The rehearsals -- one almost every other day since December -- take place at the Brooklyn Boys and Girls public high school in Bedford-Stuyvesant, a historically African-American section of New York. The Brooklyn "Steppers" marching band includes brass, woodwind, and percussion players. There's also a flag-twirling component, and a troupe of dancers, who lead off the band's marches. Members range from eight to 19 years old, and attend schools all over Brooklyn.
Bandleader Tyrone Brown said that being chosen to perform in the Inaugural Parade is a great honor, but not a great surprise. "What we know is that our music is strong, that our package was strong, our stories are strong, we are a strong program,” he said. “We are New York's premier marching band, so if they're going to find a marching band from New York, it has to be us. So, it's exciting, you know, we had some doubts, but not many. We got a phone call on a Saturday morning that told us we were in."
The Brooklyn "Steppers" follow a traditional African-American "high-step" style of marching, he says, that is more dance-like than military. "This band comes from a history of black college marching bands up and down the south, where marching high, and the high leg-lift is a tradition,” Brown said. “And we just kind of adopted that tradition and brought it to New York."
The band has often traveled around the country to play. This Martin Luther King Day, they will be performing at New York's Madison Square Garden for Martin Luther King's birthday celebration. But members say nothing will compare to the day after, when they will be in the first division leading the Inaugural Parade for Barack Obama.

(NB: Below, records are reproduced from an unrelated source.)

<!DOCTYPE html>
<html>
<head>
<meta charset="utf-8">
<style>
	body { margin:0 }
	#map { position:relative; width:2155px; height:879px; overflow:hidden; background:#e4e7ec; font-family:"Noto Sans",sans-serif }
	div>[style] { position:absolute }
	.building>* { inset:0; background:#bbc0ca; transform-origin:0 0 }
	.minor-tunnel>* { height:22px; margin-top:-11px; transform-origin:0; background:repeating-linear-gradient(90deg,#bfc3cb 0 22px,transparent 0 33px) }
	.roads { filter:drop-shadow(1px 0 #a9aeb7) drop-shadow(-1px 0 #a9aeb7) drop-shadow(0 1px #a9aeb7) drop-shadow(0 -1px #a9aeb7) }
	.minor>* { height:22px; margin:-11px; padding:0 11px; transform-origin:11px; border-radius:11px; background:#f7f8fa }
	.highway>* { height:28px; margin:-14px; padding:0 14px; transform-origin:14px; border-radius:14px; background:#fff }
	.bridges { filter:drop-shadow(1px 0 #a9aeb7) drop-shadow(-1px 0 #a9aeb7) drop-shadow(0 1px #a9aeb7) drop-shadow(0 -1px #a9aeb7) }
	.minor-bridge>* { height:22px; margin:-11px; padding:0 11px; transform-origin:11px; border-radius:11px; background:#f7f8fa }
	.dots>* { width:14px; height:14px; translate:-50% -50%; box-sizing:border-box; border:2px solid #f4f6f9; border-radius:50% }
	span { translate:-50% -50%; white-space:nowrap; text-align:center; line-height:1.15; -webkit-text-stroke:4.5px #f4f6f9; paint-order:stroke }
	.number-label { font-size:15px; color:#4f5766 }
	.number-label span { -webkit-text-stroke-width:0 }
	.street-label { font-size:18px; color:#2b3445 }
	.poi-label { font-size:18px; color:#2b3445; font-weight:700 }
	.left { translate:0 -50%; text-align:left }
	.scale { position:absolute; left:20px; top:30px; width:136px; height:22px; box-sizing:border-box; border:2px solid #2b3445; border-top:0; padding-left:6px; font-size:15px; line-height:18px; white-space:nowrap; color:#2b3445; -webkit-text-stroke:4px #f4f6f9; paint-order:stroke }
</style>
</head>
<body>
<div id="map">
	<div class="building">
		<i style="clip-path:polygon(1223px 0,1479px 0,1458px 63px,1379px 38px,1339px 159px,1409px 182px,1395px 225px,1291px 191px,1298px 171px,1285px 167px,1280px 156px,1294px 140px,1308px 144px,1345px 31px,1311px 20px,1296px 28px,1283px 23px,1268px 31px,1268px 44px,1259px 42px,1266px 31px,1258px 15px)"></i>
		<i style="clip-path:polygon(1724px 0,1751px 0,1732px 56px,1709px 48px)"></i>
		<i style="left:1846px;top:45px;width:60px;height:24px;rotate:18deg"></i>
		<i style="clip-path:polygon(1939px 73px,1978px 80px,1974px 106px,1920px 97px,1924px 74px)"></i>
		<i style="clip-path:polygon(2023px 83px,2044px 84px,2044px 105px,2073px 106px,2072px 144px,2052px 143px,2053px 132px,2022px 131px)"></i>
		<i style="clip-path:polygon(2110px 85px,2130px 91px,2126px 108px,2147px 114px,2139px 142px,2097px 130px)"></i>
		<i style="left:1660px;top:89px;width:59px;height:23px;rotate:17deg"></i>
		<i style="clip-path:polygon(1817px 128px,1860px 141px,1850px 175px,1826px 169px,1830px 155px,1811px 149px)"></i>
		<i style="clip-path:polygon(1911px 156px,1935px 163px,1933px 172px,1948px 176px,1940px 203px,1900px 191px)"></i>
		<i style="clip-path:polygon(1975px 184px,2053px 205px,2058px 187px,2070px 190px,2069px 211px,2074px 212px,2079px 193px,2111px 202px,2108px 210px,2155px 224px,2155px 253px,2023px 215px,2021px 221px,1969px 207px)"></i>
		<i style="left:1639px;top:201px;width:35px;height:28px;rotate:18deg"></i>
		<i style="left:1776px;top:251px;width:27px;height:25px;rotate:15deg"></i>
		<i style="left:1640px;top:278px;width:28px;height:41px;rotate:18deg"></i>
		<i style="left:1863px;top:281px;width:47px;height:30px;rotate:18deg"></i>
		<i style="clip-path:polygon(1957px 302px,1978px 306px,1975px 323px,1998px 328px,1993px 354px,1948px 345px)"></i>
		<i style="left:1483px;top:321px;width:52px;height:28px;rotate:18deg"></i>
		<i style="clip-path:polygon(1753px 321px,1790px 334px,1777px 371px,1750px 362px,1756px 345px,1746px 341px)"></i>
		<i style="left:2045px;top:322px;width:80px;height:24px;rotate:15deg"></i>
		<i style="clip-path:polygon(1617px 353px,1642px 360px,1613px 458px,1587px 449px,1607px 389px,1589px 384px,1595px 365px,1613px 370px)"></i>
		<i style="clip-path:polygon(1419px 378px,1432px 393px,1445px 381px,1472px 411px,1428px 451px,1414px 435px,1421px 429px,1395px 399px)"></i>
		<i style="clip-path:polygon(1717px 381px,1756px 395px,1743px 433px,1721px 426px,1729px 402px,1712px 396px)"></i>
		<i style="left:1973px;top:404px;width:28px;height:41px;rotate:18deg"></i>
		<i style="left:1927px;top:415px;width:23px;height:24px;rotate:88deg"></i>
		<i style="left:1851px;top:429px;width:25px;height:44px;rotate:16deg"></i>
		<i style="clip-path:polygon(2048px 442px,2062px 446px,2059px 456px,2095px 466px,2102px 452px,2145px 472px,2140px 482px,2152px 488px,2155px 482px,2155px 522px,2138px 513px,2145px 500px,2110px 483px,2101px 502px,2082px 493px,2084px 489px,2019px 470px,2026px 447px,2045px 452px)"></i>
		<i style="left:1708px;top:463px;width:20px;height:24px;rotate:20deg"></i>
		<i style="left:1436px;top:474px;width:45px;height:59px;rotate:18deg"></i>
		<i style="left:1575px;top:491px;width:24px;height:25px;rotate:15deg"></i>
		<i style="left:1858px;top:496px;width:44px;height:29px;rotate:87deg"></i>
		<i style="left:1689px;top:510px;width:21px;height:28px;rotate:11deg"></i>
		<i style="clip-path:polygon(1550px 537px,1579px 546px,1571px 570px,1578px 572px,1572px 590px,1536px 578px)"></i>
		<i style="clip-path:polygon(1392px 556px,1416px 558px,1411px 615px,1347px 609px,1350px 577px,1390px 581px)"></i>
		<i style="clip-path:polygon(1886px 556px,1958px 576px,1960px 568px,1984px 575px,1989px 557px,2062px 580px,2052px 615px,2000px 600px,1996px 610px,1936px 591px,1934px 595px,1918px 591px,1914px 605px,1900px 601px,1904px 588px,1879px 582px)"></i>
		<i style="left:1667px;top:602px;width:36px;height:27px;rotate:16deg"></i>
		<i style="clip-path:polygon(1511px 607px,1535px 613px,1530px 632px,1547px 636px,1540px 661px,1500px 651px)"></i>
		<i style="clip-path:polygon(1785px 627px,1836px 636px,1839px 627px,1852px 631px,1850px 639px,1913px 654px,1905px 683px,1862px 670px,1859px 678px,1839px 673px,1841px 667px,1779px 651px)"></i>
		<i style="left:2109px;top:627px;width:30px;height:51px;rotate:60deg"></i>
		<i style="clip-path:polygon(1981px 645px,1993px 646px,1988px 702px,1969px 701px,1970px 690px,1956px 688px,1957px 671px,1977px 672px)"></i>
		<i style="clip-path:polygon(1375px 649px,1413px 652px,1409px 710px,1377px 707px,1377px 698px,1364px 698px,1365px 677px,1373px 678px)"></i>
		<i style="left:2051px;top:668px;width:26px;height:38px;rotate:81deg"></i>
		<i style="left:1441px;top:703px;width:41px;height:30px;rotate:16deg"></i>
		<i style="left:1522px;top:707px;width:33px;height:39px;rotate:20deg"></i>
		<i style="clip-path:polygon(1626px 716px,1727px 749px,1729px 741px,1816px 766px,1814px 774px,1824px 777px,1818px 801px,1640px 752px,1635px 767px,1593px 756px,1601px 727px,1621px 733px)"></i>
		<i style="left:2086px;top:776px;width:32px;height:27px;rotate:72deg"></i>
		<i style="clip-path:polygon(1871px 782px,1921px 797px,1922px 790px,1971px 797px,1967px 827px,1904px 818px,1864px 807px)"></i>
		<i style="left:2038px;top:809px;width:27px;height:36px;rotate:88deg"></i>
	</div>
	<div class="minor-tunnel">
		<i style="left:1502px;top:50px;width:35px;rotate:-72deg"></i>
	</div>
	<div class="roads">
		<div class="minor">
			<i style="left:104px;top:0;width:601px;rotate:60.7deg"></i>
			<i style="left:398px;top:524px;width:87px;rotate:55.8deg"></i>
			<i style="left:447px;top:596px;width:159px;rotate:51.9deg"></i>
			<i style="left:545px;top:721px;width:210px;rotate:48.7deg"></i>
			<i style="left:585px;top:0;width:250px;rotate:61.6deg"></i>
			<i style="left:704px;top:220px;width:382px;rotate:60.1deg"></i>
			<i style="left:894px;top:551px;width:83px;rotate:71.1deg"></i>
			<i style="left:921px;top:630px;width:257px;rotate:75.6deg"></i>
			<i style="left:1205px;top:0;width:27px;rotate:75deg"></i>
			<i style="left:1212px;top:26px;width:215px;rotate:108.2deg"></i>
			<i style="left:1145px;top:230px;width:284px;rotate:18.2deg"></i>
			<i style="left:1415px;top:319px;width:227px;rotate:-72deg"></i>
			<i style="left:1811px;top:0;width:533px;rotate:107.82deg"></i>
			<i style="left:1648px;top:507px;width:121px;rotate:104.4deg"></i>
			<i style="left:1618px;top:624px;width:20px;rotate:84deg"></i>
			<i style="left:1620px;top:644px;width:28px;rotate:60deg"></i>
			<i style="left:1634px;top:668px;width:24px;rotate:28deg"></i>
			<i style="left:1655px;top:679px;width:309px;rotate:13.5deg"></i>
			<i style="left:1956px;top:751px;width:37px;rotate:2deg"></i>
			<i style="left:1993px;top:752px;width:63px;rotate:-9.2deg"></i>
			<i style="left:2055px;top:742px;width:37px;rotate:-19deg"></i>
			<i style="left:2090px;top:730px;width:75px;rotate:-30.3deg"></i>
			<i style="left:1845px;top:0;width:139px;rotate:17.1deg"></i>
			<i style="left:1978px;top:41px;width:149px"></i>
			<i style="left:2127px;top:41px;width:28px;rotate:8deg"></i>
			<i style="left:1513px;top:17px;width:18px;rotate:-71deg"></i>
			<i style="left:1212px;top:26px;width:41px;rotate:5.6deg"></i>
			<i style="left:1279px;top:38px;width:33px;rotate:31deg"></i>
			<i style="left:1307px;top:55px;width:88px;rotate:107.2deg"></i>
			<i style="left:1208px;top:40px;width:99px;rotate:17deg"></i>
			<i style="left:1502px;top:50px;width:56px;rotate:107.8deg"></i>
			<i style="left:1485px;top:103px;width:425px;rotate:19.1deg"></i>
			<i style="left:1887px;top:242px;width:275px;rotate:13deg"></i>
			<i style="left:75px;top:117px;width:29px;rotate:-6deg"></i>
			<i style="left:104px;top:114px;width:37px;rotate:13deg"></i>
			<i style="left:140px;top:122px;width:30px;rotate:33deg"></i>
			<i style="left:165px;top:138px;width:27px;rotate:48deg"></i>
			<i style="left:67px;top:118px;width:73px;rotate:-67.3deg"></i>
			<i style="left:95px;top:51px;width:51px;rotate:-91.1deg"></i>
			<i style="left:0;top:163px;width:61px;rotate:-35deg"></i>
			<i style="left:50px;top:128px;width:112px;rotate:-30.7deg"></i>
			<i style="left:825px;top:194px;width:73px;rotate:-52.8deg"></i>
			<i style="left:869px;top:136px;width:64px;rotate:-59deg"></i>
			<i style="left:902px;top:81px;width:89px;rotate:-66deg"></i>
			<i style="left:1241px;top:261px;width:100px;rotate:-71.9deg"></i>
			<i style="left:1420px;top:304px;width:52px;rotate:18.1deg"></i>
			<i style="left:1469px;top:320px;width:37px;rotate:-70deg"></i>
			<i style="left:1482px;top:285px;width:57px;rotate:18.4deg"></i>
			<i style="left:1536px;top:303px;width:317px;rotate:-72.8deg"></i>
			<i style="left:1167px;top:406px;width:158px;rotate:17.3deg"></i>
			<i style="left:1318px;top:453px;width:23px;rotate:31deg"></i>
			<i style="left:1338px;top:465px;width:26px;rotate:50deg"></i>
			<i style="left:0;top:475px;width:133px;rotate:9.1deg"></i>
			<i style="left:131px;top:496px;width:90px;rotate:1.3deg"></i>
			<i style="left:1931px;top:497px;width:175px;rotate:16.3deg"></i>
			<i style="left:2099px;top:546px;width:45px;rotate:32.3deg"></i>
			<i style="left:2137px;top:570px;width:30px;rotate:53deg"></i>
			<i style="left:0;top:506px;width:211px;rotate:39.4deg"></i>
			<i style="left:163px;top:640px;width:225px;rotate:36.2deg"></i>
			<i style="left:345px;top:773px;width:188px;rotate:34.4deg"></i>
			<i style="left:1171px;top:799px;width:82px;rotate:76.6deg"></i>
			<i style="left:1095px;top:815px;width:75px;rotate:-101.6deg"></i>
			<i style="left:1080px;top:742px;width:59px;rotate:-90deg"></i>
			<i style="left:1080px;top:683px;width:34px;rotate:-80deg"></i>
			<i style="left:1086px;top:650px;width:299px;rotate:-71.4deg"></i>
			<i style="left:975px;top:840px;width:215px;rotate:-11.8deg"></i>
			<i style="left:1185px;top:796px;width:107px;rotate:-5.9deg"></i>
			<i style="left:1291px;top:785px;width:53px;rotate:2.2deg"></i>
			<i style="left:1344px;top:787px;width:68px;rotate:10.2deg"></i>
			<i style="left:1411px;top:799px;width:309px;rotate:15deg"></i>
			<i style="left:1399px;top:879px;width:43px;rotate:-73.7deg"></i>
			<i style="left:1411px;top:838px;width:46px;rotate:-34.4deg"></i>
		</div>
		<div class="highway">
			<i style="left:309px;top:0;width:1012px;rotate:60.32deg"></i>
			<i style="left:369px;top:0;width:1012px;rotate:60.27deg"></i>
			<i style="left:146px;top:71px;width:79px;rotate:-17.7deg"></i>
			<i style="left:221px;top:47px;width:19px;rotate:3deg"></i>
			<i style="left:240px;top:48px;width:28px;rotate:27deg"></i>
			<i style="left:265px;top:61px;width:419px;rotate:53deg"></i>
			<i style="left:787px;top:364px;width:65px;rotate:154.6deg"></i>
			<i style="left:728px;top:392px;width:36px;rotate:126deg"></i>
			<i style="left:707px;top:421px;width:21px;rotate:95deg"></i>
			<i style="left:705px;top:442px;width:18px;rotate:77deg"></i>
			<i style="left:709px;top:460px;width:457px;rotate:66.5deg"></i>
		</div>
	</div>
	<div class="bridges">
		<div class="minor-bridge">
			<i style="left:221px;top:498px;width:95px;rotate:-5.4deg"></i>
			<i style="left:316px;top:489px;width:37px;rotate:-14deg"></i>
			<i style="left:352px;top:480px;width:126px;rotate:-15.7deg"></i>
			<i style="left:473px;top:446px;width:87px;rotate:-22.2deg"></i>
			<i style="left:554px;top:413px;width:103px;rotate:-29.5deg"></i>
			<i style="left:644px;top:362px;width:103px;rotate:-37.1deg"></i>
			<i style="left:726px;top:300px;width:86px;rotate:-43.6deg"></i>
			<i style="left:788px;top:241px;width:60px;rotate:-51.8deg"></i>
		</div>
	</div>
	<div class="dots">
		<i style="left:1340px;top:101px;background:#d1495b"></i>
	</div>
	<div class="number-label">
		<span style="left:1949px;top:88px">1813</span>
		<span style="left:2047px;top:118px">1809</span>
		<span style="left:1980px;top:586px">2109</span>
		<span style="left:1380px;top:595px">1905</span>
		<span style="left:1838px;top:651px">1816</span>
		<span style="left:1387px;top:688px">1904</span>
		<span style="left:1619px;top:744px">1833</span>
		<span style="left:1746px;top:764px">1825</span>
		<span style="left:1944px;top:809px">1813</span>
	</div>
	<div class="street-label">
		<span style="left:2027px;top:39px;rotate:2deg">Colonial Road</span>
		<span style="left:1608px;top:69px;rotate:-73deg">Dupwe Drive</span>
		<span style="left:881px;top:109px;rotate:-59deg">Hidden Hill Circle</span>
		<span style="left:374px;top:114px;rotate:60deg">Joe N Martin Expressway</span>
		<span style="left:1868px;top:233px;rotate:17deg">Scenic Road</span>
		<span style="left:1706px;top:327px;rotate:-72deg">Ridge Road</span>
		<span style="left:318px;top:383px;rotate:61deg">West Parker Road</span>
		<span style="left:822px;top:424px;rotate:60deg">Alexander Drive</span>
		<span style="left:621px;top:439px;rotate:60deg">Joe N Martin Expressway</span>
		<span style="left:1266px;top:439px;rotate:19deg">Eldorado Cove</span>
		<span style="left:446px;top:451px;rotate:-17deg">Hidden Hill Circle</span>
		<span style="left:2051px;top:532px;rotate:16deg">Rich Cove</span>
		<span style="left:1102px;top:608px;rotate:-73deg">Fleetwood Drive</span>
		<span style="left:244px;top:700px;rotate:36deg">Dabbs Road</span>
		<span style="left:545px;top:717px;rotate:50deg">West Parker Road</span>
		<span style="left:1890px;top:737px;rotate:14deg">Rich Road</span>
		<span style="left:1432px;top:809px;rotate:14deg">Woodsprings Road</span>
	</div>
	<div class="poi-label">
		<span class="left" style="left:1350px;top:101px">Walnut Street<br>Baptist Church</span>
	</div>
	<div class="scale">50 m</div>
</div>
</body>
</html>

Twelve-year-old Samantha Umpthery plays the cymbals. "I feel it's an honor to play for the first black President of the United States,” she said, adding, “And also I prayed that everybody will stand up for him that God will watch over him." Tanet Fleming, 9, who plays the tenor drum, said she has become a celebrity at school. "I'm going to be excited because my classmates are asking me autographs from him and stuff, like pictures,” she said. Tubaist Timmy Okotieuro, 16, said, “This is epic, to be able to be a part of it, to say to my children and for them to tell their children, yeah, I had a relative who performed at the inauguration of the first African-American president.”
Band parents like Sharon Joseph are just as excited as their children, if not more so. "I'm not quite sure if they really recognize the great opportunity this is. Of all the marching bands around, to be chosen out of Brooklyn to come and participate in this history-making event, I'm not quite sure if they've gotten it yet."
Band leader Tyrone Brown says that in their march down Pennsylvania Avenue, the Brooklyn "Steppers" will play about half a dozen songs. They will include a Bill Withers song, “Lovely Day,” and the Stevie Wonder tune that was a theme of Mr. Obama's campaign: "Signed, Sealed, Delivered [I'm Yours]."